The CUE team began building what would become an extensive design and engineering specification manual that included more than 1,500 pages of storyboards, functions and program wireframes. HMI (Human-machine Interface) state charts were another design artifact the team created that described the detailed interactive behavior of the system to be programmed.
Among the breakthroughs the CUE team developed: proximity sensing that minimizes the display when not in use; capacitive touch screen with haptic feedback; natural voice recognition; icon-based menu functions with home screen and customizable shortcut menu bars, and a concealed storage compartment behind the user interface. The haptic feedback gives users a pulsing sensation when the select menu items while capacitive touch screen allows for swipe and pinching gestures to move and resize items on the main screen.

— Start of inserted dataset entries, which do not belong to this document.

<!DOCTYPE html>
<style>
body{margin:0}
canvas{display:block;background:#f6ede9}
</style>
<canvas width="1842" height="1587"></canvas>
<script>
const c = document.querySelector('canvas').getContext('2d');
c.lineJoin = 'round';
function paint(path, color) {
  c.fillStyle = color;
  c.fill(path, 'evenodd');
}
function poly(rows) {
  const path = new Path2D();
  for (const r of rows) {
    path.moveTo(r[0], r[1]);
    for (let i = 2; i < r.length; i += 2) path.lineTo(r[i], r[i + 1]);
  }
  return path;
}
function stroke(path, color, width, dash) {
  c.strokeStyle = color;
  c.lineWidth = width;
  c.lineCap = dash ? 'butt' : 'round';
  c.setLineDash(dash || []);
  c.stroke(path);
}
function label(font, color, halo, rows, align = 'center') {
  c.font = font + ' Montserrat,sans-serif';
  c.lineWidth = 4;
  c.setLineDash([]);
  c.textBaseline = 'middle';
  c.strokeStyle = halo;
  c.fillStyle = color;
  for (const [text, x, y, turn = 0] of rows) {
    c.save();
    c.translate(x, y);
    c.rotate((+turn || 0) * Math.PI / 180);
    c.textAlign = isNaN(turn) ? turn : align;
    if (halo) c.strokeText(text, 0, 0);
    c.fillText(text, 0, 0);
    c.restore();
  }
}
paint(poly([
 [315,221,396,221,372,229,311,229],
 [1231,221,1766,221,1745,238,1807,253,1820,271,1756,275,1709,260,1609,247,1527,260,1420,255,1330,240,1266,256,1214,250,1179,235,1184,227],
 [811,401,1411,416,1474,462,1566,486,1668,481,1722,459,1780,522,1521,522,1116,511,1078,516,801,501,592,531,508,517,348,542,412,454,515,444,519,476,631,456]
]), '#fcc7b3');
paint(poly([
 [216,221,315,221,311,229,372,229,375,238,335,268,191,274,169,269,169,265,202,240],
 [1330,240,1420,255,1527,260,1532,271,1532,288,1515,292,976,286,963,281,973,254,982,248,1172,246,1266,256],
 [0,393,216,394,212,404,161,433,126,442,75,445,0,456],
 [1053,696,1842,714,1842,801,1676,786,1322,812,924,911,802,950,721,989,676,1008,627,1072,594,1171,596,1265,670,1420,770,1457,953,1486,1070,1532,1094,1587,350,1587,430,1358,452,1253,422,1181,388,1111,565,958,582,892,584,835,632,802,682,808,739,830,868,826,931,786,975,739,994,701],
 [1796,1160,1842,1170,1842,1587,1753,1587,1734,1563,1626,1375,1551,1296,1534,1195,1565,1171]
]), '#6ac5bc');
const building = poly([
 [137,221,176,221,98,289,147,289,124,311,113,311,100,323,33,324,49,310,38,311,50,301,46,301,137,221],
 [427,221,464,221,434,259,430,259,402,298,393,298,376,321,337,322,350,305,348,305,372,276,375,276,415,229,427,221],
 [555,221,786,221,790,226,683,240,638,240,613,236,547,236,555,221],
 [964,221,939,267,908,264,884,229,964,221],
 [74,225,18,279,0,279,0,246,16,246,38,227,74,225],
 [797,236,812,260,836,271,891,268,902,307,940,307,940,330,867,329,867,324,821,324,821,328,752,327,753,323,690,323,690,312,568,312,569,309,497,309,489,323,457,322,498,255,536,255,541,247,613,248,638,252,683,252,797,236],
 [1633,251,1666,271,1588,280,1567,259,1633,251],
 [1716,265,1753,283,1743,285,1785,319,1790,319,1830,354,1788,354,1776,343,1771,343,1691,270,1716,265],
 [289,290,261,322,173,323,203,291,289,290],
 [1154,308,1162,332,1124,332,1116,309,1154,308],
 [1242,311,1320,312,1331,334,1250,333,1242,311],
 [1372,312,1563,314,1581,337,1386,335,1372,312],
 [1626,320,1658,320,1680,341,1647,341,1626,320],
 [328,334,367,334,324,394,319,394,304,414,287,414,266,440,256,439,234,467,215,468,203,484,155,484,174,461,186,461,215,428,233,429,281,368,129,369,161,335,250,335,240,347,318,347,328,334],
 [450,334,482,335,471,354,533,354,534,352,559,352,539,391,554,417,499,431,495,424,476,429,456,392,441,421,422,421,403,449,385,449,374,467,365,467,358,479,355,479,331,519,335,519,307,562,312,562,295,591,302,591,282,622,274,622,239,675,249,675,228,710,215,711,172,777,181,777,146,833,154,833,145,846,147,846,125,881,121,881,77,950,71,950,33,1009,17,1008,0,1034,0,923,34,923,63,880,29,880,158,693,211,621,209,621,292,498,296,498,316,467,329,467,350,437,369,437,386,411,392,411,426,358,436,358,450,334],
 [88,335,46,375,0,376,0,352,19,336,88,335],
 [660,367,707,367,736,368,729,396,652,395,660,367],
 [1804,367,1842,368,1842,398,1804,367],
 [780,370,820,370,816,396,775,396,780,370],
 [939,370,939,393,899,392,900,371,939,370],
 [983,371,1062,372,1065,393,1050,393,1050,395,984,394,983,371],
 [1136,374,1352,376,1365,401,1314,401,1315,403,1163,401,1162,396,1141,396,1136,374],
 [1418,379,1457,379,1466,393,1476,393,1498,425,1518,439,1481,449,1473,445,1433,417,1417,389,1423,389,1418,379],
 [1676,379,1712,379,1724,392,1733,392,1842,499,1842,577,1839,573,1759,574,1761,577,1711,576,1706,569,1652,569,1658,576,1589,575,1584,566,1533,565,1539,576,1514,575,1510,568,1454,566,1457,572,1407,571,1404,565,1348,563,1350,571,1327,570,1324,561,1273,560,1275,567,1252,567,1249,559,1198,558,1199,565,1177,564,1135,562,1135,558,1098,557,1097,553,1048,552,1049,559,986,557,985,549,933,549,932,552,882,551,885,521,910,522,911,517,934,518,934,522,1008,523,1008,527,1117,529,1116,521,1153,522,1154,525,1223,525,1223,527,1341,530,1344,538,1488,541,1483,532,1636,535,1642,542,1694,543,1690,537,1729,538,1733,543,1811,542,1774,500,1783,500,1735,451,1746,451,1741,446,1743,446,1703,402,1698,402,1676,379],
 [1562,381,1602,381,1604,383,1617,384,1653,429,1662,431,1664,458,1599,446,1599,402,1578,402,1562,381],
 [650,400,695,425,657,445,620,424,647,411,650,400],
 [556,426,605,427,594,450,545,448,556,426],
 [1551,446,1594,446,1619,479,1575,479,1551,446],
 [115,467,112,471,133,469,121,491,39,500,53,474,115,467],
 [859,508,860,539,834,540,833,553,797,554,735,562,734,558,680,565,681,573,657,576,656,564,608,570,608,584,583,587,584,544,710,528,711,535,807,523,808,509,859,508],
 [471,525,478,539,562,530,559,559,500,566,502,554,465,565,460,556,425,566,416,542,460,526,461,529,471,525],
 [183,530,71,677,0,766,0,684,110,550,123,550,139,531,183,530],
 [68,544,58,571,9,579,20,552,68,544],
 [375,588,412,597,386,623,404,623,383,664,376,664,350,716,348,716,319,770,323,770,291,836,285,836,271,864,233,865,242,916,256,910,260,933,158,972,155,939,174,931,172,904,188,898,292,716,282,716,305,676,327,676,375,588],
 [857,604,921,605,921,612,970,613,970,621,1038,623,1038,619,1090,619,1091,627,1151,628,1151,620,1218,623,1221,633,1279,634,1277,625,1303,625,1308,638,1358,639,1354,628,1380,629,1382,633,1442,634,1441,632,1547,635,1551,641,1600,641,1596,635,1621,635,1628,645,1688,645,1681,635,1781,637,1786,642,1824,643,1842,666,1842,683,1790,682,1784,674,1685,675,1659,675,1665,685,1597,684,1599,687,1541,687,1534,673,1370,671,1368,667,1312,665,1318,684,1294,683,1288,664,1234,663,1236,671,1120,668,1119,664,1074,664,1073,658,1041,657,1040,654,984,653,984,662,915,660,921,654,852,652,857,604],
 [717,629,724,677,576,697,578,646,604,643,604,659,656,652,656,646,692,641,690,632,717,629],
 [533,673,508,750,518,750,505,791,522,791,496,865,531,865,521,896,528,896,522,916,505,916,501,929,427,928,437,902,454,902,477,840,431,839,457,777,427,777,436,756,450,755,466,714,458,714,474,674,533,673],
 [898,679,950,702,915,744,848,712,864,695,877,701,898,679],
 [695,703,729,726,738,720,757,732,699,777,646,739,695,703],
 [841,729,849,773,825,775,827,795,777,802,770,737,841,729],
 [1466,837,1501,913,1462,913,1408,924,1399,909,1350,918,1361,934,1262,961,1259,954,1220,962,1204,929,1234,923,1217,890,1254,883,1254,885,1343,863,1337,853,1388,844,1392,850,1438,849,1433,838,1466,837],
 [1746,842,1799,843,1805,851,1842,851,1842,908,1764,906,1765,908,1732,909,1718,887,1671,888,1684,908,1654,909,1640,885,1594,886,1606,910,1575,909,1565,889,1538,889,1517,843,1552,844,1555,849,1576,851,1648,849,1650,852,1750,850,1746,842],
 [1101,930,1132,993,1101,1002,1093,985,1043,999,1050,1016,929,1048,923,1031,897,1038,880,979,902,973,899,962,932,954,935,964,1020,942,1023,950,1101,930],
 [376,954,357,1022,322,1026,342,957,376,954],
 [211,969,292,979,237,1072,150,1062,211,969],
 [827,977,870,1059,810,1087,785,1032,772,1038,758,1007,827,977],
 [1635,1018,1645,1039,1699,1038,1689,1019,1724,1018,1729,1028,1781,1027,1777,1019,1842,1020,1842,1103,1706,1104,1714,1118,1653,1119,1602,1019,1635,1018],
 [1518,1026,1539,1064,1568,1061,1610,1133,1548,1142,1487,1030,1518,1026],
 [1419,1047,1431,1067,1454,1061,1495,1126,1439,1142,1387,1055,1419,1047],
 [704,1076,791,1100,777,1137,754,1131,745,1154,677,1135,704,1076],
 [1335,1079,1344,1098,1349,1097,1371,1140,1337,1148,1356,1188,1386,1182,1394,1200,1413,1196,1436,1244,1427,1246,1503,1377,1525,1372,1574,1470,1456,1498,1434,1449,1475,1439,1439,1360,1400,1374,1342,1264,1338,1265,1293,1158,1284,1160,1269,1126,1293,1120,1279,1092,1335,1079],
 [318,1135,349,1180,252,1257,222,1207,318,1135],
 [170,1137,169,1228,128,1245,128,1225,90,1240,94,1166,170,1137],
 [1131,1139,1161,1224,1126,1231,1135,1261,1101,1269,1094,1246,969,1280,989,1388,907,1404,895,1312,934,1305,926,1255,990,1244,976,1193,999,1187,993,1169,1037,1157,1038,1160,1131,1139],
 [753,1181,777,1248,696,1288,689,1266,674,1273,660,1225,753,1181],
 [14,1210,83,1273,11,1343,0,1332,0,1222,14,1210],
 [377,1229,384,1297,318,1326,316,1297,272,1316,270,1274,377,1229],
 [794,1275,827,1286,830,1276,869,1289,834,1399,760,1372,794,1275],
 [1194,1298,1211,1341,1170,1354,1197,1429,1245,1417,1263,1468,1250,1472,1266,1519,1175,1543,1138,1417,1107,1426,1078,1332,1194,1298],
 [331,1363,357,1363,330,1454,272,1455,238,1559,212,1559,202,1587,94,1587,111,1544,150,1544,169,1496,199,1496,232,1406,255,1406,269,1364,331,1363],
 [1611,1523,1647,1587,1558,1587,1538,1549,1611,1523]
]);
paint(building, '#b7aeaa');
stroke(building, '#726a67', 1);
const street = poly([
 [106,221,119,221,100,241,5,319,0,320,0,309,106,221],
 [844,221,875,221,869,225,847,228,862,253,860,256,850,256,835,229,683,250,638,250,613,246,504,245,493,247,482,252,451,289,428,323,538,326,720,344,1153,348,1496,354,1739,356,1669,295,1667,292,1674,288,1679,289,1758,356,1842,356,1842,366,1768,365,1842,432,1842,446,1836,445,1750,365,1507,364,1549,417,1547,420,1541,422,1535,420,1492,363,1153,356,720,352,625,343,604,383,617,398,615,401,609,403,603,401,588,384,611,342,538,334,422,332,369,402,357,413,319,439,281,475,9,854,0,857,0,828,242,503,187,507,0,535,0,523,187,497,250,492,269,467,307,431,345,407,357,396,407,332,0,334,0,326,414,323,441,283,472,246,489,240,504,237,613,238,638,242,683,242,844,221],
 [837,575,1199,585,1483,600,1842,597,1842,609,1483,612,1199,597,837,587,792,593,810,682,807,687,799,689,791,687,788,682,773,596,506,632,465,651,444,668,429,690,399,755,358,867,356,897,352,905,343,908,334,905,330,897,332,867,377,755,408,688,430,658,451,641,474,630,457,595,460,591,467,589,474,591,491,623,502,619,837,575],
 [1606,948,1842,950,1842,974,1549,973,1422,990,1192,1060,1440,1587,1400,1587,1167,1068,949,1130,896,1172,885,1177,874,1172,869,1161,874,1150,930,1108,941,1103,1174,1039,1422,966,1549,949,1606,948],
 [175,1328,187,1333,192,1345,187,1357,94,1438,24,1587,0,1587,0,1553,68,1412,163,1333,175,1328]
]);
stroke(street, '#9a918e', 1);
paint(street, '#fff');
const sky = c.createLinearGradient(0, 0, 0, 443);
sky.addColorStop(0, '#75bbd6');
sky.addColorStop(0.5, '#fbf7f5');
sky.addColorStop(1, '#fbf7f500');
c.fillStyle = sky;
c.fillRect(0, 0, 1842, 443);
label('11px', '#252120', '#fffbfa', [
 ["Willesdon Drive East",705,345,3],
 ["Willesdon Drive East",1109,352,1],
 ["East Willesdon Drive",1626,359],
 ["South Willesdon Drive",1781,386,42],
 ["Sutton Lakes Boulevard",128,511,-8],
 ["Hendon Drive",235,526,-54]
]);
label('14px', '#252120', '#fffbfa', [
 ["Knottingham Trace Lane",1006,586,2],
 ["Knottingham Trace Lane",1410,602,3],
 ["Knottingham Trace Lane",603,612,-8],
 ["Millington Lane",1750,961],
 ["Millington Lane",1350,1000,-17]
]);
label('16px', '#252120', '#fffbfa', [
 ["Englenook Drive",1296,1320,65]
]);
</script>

The team also learned it needed to design for the future. The answer: Opening up the Linux-based CUE platform to developers. That will help ensure that CUE can stay ahead of changes in technology and remain relevant and useful throughout the automotive lifecycle, which is many months longer than the consumer electronic devices that connect to CUE.
“It was great to see the process work through a very complex set of functions and design parameters, and to bring structure to the design and innovation process,” said Larry Marturano, director and business manager at InContext Design, which helped facilitate the contextual research.
Among CUE’s features are a vibrant 8-inch LCD capacitive touch main screen with icon-based menu functions, audio functions which include AM/FM/HD Radio and Sirius XM capability, along with fully integrated iPod/MP3 player connectivity and music library indexing across multiple devices. It also includes built-in 3D navigation with turn-by-turn, natural speech recognition and auto-fill location input.
Additional features include LCD instrument panel cluster displays with a fully configurable 12.2-inch screen optional on certain models, multi-function steering wheel controls which control phones, navigation, audio systems; optional heads-up display, and a standard driver information center in the main instrument panel.